Galerie Thaddaeus Ropac is pleased to announce its upcoming exhibition of new sculptures by Anthony Cragg opening on Wednesday, May 6th through Saturday, June 13th. One of the most exciting sculptors of the moment, Cragg continues to astonish us with his endless creation of new forms and materials within contemporary sculpture. This exhibition on three floors of the gallery will include new works in stone, bronze, stained wood and polished stainless steel. There will also be an exhibition of new works on paper in the drawing space on the first floor.

In his recent works Cragg has been pushing towards a new abstracted understanding of the figure. For the last years, he has been playing with the notion of compression and expansion in the use of totemic structures where the appearance of the human profile is often a reclusive aspect of the overall structure. He has also taken the figure in an almost futuristic manner and divided it into quadrants at its very core. For example, an abstracted idea of a portrait suddenly becomes four different surfaces creating four types of images all joined at the back by an imaginary spine. These then appear as forms with no front or back, right or left but an organic moving trajectory that gives the appearance of movement as you walk around it.

In his new series of red stained wooden works, he continues to break new ground. We see the composite structure created from slices of wood, epoxied together in forms that are curved, jagged, sturdy yet rigorous. By staining the wood in this red colour, he insinuates some other material that appears closer to something man made. The works have an ambiguous reading because they are at once figurative and non figurative.

No one working in sculpture today can treat bronze with the same finesse as Cragg.
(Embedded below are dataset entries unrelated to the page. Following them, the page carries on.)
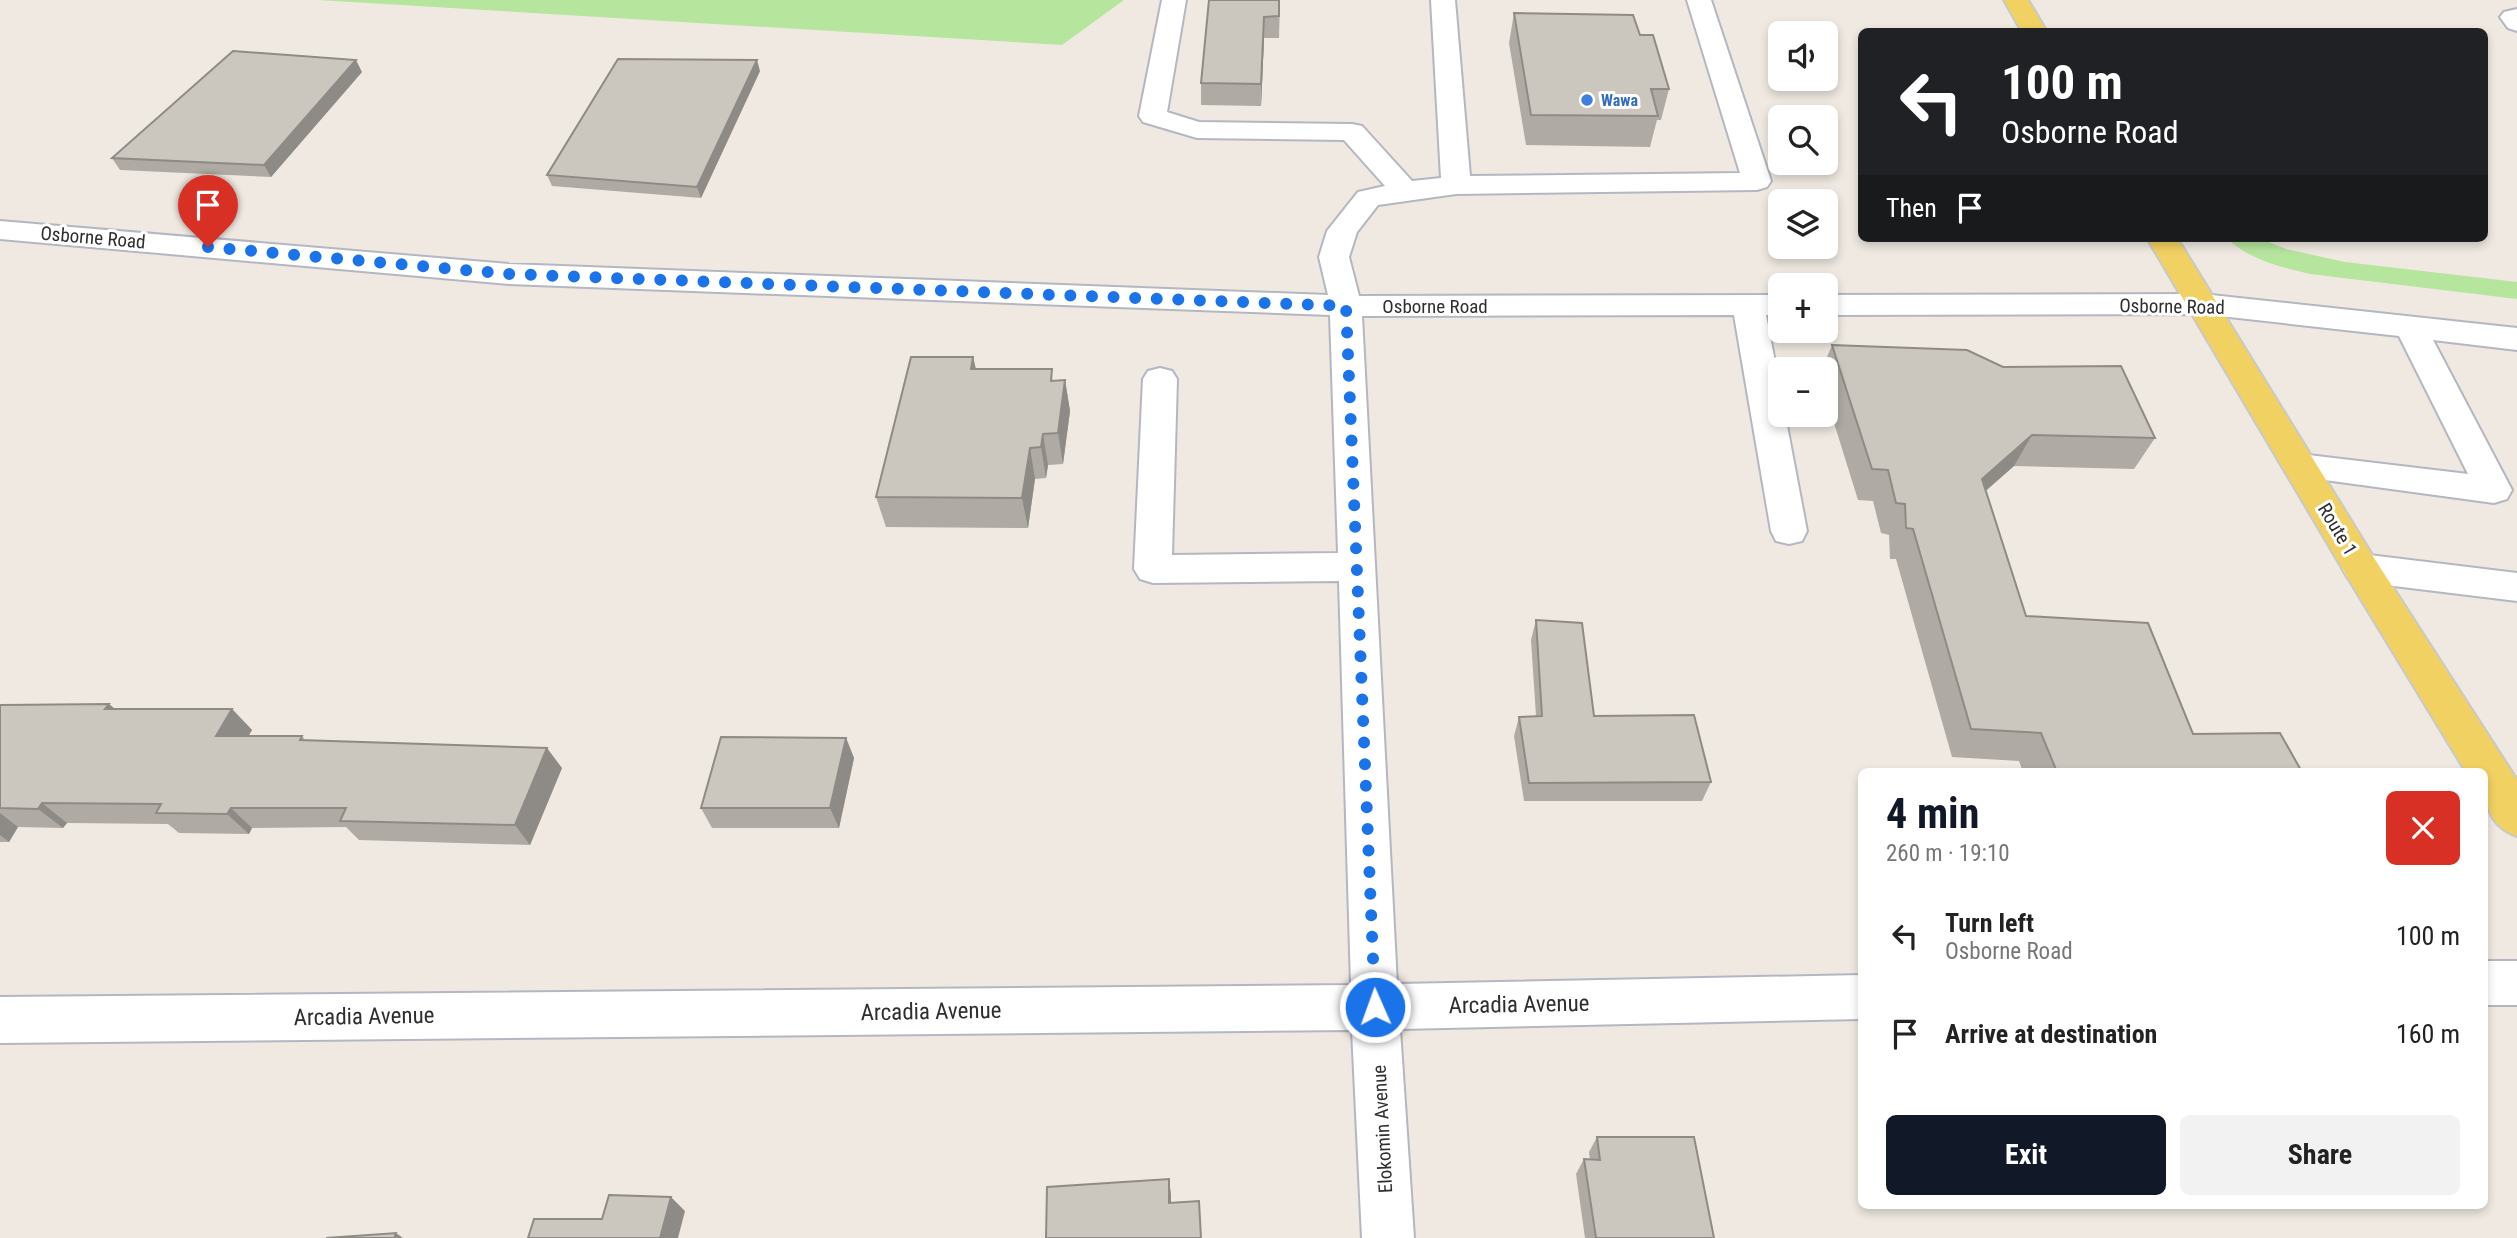 <!DOCTYPE html>
<meta charset="utf-8">
<style>
:root{--surface:#fff;--page:#f2f2f2;--text:#222;--muted:#767676;--accent:#111827}
body{margin:0;font-family:"Roboto Condensed",sans-serif;background:var(--page);color:var(--text);height:100vh;display:flex;flex-direction:column;font-size:26px;white-space:nowrap}
*{box-sizing:border-box;margin:0}
p{font-size:23px;color:var(--muted)}
.icon{flex:none;width:38px;height:38px;fill:none;stroke:currentColor;stroke-width:2;stroke-linecap:round;stroke-linejoin:round}
.map{position:relative;flex:1;overflow:hidden}
.panel{position:absolute;left:1858px;top:768px;width:630px;height:441px;display:flex;flex-direction:column;background:var(--surface);border-radius:10px;box-shadow:0 4px 10px #0003}
.panel>*{flex:none}
.hud{position:absolute;left:1858px;top:28px;width:630px;height:214px;border-radius:10px;box-shadow:0 4px 10px #0003;background:#202124;color:#fff;overflow:hidden}
.tools{position:absolute;left:1768px;top:21px;display:grid;gap:14px}
.tools a{display:grid;place-items:center;width:70px;height:70px;border-radius:10px;background:var(--surface);box-shadow:0 4px 10px #0003;font-size:35px}
.pin{position:absolute;display:grid;place-items:center;width:60px;height:60px;color:#fff;margin:-72px -30px;border-radius:50% 50% 50% 0;rotate:-45deg;box-shadow:0 0 7px #0007}
.pin .icon{rotate:45deg}
.me{position:absolute;width:77px;margin:-38px;rotate:358deg;stroke-linejoin:round;filter:drop-shadow(0 0 5px #0008)}
.turn{display:flex;align-items:center;gap:24px;height:147px;padding:0 28px;font-size:32px}
.turn .icon{width:91px;height:91px;stroke-width:2.5}
.turn b{display:block;font-size:49px;line-height:60px}
.then{display:flex;align-items:center;height:66px;padding:0 28px;background:#0003;gap:14px;font-size:26px}
.round{display:grid;place-items:center;flex:none;width:74px;height:74px;border-radius:10px;background:var(--page)}
.summary{display:flex;align-items:center;justify-content:space-between;height:119px;padding:0 28px}
h1{font-size:42px;font-weight:700;line-height:52px;color:var(--accent)}
.primary-button{display:flex;gap:14px;margin-top:auto;padding:14px 28px}
.primary-button a{flex:1;height:80px;border-radius:10px;background:var(--accent);color:#fff;font-size:28px;font-weight:700;line-height:80px;text-align:center}
.primary-button a+a{background:var(--page);color:var(--text)}
ul{padding:0;list-style:none}
li{display:flex;align-items:center;gap:21px;height:98px;padding:0 28px}
li div{flex:1}
li b{display:block;font-size:26px}
li em{font-style:normal}
.map>svg:first-child{display:block}
</style>
<div class="map">
<svg width="2517" height="1238" viewBox="0 0 2517 1238">
<rect width="100%" height="100%" fill="#efe9e1"/>
<!-- green -->
<path fill="#b6e59e" d="M318,0H1124L1062,45Z
M2226,238H2259L2286,249L2345,262L2517,282V299L2310,274C2280,267 2250,260 2226,238Z"/>
<g fill="none" stroke-linecap="round" stroke-linejoin="round">
<defs>
<path id="minor" d="M1162,0H1186L1167,112L1199,122L1352,124L1362,126L1412,181L1441,178L1431,0H1455L1470,176L1740,173L1687,0H1711L1771,181L1767,187L1757,190L1456,194L1378,205L1357,232L1349,257L1359,296L1780,295V315H1766L1780,388V415H1785L1807,531L1802,541L1789,544L1776,541L1771,531L1734,315L1362,316L1397,984L1862,975V1019L1400,1029L1414,1238H1362L1352,1030L0,1043V997L1351,985L1339,581L1153,583L1140,579L1134,569L1143,379L1148,371L1160,368L1172,371L1177,379L1172,555L1338,553L1330,315L509,284L0,239V221L509,264L1328,295L1319,257L1327,231L1358,192L1385,186L1344,140L1197,138L1143,122L1139,116Z
M2517,9V31L2508,28L2500,17L2504,12Z
M2202,294L2517,328V350L2433,340L2512,490L2507,499L2494,503L2288,475L2282,466L2288,457L2300,454L2468,474L2399,336L2202,314L1825,315V295Z
M2361,554L2517,573V601L2361,582L2348,578L2342,568L2348,558Z
M2485,961H2517V1005H2485Z"/>
<path id="major" d="M2004,0H2028L2047,32H2022Z
M2147,238H2177L2374,558L2517,780V836C2486,825 2485,801 2485,772H2466L2348,578Z"/>
</defs>
<!-- minor casing -->
<use href="#minor" stroke="#b4b7c1" stroke-width="4"/>
<!-- major casing -->
<use href="#major" stroke="#c9c9c9" stroke-width="4"/>
<!-- minor -->
<use href="#minor" fill="#fff" fill-rule="evenodd"/>
<!-- major -->
<use href="#major" fill="#f2d163" fill-rule="evenodd"/>
</g>
<!-- wall -->
<path fill="#afaba4" d="M1280,0L1279,38H1264L1261,106L1201,105V83Z
M1514,13L1640,35L1669,89L1661,120H1657L1650,147L1526,145L1509,43Z
M760,71L701,198L552,186L547,175Z
M362,72L271,177L120,170L112,158Z
M1832,345L2155,438L2134,469L2014,466L1986,491L2026,616L2193,734L2302,772H2023L2019,761L1952,757L1896,559H1890L1889,535L1881,533L1873,501L1858,500L1825,394V369H1822Z
M973,357L976,369L1054,380H1065L1070,411L1063,464L1048,465L1046,478L1035,479L1028,528L886,527L876,497Z
M1536,620L1594,716L1711,782L1702,801H1524L1514,736L1519,717L1536,716L1531,640Z
M109,704L115,709H232L252,730L248,736H302L306,741L562,768L530,845L359,840L346,827L252,828L249,834L179,833L168,824L67,823L63,828L18,827L9,842H0V705Z
M846,738L854,758L839,828H712L701,808Z
M1597,1137L1714,1238H1585L1576,1174L1584,1159L1590,1160L1589,1152Z"/>
<!-- shaded-wall -->
<path fill="#8e8b86" d="M1264,17V38L1261,106V84Z
M356,60L362,72L271,177L264,165Z
M757,60L760,71L701,198L697,187Z
M973,357L980,388L971,369Z
M1065,380L1070,411L1063,464L1058,433Z
M1043,434L1048,465L1046,478L1041,447Z
M2032,435L2014,466L1964,509L1982,479Z
M1030,448L1035,479L1028,528L1022,498Z
M109,704L132,724L105,709Z
M232,709L252,730L237,756L216,736Z
M846,738L854,758L839,828L830,808Z
M547,748L562,768L530,845L515,825Z
M42,803L67,823L63,828L38,809Z
M231,808L252,828L249,834L227,814Z
M0,813L18,827L9,842L0,835Z
M1169,1179L1171,1194V1217L1169,1203Z
M671,1197L685,1211L678,1238H660Z
M396,1233L403,1238H394Z"/>
<!-- building -->
<path fill="#cbc7bf" stroke="#8e8b86" stroke-width="2" d="M1209,0H1279V16L1264,17L1261,84L1201,83Z
M1514,13L1633,15L1640,35H1653L1669,89H1651L1658,116L1531,115Z
M233,51L356,60L264,165L112,158Z
M618,59L757,60L697,187L547,175Z
M1832,345L1967,350L2003,367L2121,366L2155,438L2032,435L1982,479L2026,616L2148,623L2193,734L2280,733L2302,772H2057L2041,733L1971,729L1913,529L1906,528L1905,504L1896,503L1888,470L1872,469Z
M911,357H973L971,369H1052L1051,381L1065,380L1058,433L1043,434L1041,447L1030,448L1022,498L876,497Z
M1536,620L1582,623L1594,716L1694,715L1711,782L1529,783L1519,717L1542,716Z
M109,704L105,709H232L216,736H302L300,740L547,748L515,825L340,821L346,808H231L227,814L156,813L161,804L42,803L38,809L0,808V705Z
M721,737L846,738L830,808H701Z
M1597,1137H1694L1714,1238H1596L1584,1159L1600,1160Z
M1169,1179V1203L1199,1201L1201,1238H1046L1047,1187Z
M609,1195L671,1197L660,1238H528L534,1219H602Z
M396,1233L394,1238H326Z"/>
<g fill="none" stroke-linecap="round" stroke-linejoin="round">
<!-- route -->
<path stroke="#1a73e8" stroke-width="12" stroke-dasharray="0 21.6" d="M208,247L509,274L1346,306L1375,1007"/>
</g>
<!-- markers -->
<circle fill="#3f7fe0" stroke="#fff" stroke-width="2.5" cx="1587" cy="100" r="7"/>
<g text-anchor="middle" stroke-width="6" stroke-linejoin="round" paint-order="stroke">
<!-- far-shop labels -->
<g font-size="16" font-weight="bold" fill="#366cbe" stroke="#fff" text-anchor="start">
<text x="1601" y="106">Wawa</text>
</g>
<!-- street labels -->
<g font-size="19" fill="#2e2e2e" stroke="#fff">
<text transform="translate(93 237) rotate(5)" y="7">Osborne Road</text>
<text x="1435" y="313">Osborne Road</text>
<text transform="translate(2172 306) rotate(1)" y="7">Osborne Road</text>
<text transform="translate(2338 529) rotate(59)" y="7">Route 1</text>
<text transform="translate(1382 1129) rotate(-93)" y="7">Elokomin Avenue</text>
</g>
<!-- near-street labels -->
<g font-size="23" fill="#2e2e2e" stroke="#fff">
<text transform="translate(1519 1004) rotate(-1)" y="8">Arcadia Avenue</text>
<text transform="translate(931 1011) rotate(-1)" y="8">Arcadia Avenue</text>
<text transform="translate(364 1016) rotate(-1)" y="8">Arcadia Avenue</text>
</g>
</g>
</svg>
<div class="tools">
<a><svg class="icon" aria-label="sound" viewBox="0 0 24 24"><path d="M4 9h4l5-4v14l-5-4H4zM17 9q2 3 0 6"/></svg></a>
<a><svg class="icon" aria-label="search" viewBox="0 0 24 24"><circle cx="10" cy="10" r="6"/><path d="M15 15l6 6"/></svg></a>
<a><svg class="icon" aria-label="layers" viewBox="0 0 24 24"><path d="M12 4l9 5-9 5-9-5zM3 14l9 5 9-5"/></svg></a>
<a>+</a>
<a>−</a>
</div>
<div class="pin" style="left:208px;top:247px;background:#d93025"><svg class="icon" aria-label="arrive" viewBox="0 0 24 24"><path d="M6 21V4h12l-3 4 3 4H6"/></svg></div>
<svg class="me" style="left:1375px;top:1007px" viewBox="-20 -20 40 40"><circle r="17" fill="#1a73e8" stroke="#fff" stroke-width="3"/><path d="M0-11L8 9 0 5-8 9z" fill="#fff"/></svg>
<div class="hud">
<div class="turn"><svg class="icon" aria-label="left" viewBox="0 0 24 24"><path d="M17 20v-9H6M10 6l-5 5 5 5"/></svg><div><b>100 m</b>Osborne Road</div></div>
<div class="then">Then<svg class="icon" aria-label="arrive" viewBox="0 0 24 24"><path d="M6 21V4h12l-3 4 3 4H6"/></svg></div>
</div>
<section class="panel">
<div class="summary"><div><h1>4 min</h1><p>260 m · 19:10</p></div><a class="round" style="background:#d93025;color:#fff"><svg class="icon" aria-label="close" viewBox="0 0 24 24"><path d="M6 6l12 12M18 6L6 18"/></svg></a></div>
<ul>
<li><svg class="icon" aria-label="left" viewBox="0 0 24 24"><path d="M17 20v-9H6M10 6l-5 5 5 5"/></svg><div><b>Turn left</b><p>Osborne Road</p></div><em>100 m</em></li>
<li><svg class="icon" aria-label="arrive" viewBox="0 0 24 24"><path d="M6 21V4h12l-3 4 3 4H6"/></svg><div><b>Arrive at destination</b></div><em>160 m</em></li>
</ul>
<div class="primary-button"><a>Exit</a><a>Share</a></div>
</section>
</div>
He has developed a method for casting forms that appear to be liquid or molten. Their patinas ranging from thick dark chocolate brown to a more natural burnished green raise many images in the mind's eye. For example, a recent bronze sculpture called "Luke" has a voluptuous playful structure of circular forms that appear both to be rising up and sliding down from their centre. He is able to imply a sense of water flowing down the back of a rock surface in the fluid feeling he creates with bronze, one of the heaviest metals.

In the drawing space, Cragg will present a series of recent drawings that highlight his quintessential interest in how new forms can emerge from both figures and landscapes.

To coincide with the opening of this exhibition, Cragg's Column will be installed in the Tuileries Gardens behind the Jeu de Paume Museum. At the moment there is a major museum exhibition that opened in Karlsruhe, Germany (until May 3rd) and will travel to Salzburg later this summer; a catalogue has been published by Dumont to coincide with the museum shows and it will be available at the gallery for purchase.

Tony Cragg was born in Liverpool in 1949. He began his education by focusing on technical studies that led him to work in a biochemistry laboratory before embarking on his art studies at the Wimbledon School of Art. He was awarded his M.A. from the Royal College of Art in London in 1977. He has resided in Wuppertal, Germany since 1979, and teaches at Düsseldorf Academy of Fine Arts. In September 2008, Cragg opened a sculpture park, including 16 of the artist's sculptures, in Wuppertal on the grounds of the famous Waldfrieden villa.
Marie Laure Bernadac, Chief Curator of Contemporary Art at the Louvre Museum, has invited Tony Cragg to show his work in autumn 2010.